When I was a kid, I heard stories from my mother’s side of the family about Henry Ford. My mother’s uncles knew him pretty well. In the mid-1890s, Ford began building his first vehicle made with bicycle parts and a combustion engine. He worked on it in a shop behind the rental house where he and his wife lived. He believed that people’s capacity for travel could be increased. Of course, he faced his share of doubters. People thought he couldn’t do it. Others advised against it because they believed there weren’t enough roads built to accommodate a vehicle that powered itself. But Ford was undaunted.
In 1896, Ford completed his project. He named his vehicle the Quadricycle. However, he’d made one small miscalculation. It was too big to fit through the doorway of his shop. So what did he do? He knocked bricks out of the wall to get it out. He wasn’t going to allow the door’s lack of capacity to limit his capacity.

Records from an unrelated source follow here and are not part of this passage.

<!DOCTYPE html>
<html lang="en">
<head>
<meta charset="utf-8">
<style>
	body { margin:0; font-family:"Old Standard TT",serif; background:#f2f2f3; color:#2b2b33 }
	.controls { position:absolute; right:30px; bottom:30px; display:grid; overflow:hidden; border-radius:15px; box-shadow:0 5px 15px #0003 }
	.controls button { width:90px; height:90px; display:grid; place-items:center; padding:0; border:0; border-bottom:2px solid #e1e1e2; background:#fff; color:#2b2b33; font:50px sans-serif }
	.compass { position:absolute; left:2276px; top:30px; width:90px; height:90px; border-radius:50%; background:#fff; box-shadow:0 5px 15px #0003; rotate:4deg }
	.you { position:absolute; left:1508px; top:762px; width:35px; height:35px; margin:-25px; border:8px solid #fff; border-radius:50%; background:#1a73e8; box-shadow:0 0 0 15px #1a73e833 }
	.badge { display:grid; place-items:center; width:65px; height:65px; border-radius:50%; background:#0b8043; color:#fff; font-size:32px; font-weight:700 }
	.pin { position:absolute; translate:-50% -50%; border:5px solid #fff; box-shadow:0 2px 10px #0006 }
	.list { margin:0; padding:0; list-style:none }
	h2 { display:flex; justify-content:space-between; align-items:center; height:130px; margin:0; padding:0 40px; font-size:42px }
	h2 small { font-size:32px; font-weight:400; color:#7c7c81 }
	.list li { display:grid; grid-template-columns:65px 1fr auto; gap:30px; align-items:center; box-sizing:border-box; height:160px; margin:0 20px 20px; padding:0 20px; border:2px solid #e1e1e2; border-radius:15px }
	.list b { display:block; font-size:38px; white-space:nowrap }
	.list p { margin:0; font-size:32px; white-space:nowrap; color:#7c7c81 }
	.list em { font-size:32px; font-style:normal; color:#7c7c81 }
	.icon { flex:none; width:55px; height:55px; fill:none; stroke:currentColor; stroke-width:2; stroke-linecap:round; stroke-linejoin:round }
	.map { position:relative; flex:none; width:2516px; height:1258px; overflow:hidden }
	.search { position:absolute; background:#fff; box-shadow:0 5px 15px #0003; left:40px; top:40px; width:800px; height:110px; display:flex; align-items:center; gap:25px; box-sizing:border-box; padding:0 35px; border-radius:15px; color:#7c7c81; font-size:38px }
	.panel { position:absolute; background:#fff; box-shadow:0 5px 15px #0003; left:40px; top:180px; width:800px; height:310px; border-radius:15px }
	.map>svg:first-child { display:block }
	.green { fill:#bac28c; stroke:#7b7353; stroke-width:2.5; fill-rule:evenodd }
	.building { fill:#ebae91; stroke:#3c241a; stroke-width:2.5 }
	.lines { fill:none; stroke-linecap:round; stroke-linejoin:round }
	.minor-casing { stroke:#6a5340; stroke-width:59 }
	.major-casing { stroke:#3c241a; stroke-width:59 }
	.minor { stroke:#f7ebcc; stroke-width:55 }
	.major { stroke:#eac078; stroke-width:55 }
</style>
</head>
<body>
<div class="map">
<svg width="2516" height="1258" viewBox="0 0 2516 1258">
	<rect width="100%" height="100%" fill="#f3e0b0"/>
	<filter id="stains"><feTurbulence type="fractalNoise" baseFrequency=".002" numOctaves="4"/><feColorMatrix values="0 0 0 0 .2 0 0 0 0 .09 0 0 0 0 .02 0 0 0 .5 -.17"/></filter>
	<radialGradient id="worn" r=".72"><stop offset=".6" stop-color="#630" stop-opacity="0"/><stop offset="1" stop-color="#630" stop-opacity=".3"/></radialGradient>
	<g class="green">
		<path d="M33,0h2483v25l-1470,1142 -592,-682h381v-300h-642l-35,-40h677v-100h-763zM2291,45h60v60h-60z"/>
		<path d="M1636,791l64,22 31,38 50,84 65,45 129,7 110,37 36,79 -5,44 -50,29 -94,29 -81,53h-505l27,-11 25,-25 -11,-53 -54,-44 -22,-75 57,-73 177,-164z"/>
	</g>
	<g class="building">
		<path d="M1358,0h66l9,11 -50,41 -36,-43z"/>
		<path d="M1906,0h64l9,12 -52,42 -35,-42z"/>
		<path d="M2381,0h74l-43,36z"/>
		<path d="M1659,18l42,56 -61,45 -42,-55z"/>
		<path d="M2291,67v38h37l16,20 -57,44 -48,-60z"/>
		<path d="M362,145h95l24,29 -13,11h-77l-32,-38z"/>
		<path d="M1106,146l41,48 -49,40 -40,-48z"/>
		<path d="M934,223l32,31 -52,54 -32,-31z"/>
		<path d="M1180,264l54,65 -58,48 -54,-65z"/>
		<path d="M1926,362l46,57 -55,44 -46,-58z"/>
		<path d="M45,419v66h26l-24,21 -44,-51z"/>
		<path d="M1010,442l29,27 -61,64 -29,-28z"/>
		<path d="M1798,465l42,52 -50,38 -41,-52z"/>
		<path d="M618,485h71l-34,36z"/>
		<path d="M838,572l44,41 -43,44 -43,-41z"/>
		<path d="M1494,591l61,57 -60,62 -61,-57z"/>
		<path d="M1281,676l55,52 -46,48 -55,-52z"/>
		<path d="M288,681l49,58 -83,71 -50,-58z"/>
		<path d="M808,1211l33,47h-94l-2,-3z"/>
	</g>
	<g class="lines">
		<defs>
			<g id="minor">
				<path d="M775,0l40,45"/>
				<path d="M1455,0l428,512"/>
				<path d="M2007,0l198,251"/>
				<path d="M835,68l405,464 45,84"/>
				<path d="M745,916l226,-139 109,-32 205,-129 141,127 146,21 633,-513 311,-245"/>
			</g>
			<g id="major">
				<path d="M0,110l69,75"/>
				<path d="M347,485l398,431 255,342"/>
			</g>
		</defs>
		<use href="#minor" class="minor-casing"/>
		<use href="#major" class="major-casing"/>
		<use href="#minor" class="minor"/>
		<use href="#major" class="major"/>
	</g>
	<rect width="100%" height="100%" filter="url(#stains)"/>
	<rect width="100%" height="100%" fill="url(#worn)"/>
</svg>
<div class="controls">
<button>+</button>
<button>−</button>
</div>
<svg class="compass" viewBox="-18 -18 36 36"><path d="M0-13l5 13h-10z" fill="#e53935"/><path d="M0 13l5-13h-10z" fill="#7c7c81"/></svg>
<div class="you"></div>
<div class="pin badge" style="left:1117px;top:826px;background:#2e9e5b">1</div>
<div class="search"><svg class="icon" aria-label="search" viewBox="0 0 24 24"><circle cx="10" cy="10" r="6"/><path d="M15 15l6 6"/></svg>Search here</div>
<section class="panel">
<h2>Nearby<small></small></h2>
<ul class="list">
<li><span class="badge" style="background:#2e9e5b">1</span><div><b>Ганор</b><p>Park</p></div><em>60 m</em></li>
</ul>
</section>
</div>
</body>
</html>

Ford, of course, went on to found the Ford Motor Company in 1903. His belief in unlimited capacity helped him take car manufacturing from a slow, expensive, meticulous, hand-built process to a fast, efficient, automated process that put the automobile within reach of everyday people. By 1924, the company had produced 10 million cars. Three years later, it had produced more than 15 million.
Trying to build your life without removing your limitations and increasing your capacity is like building a car in a small shed and being unwilling to knock out the wall to get the car out on the road. All locked up, your capacity can’t really go anywhere. Remove the limitations, and the world is open to you.
1. In which abilities and choices listed in this chapter would you like to increase your capacity and reach a higher level?
2. How would your life change if you were to increase your capacity in those areas? Describe how that would look and feel.
3. What is your strategy for developing greater self-awareness? Who will you enlist to help you learn, change, and grow?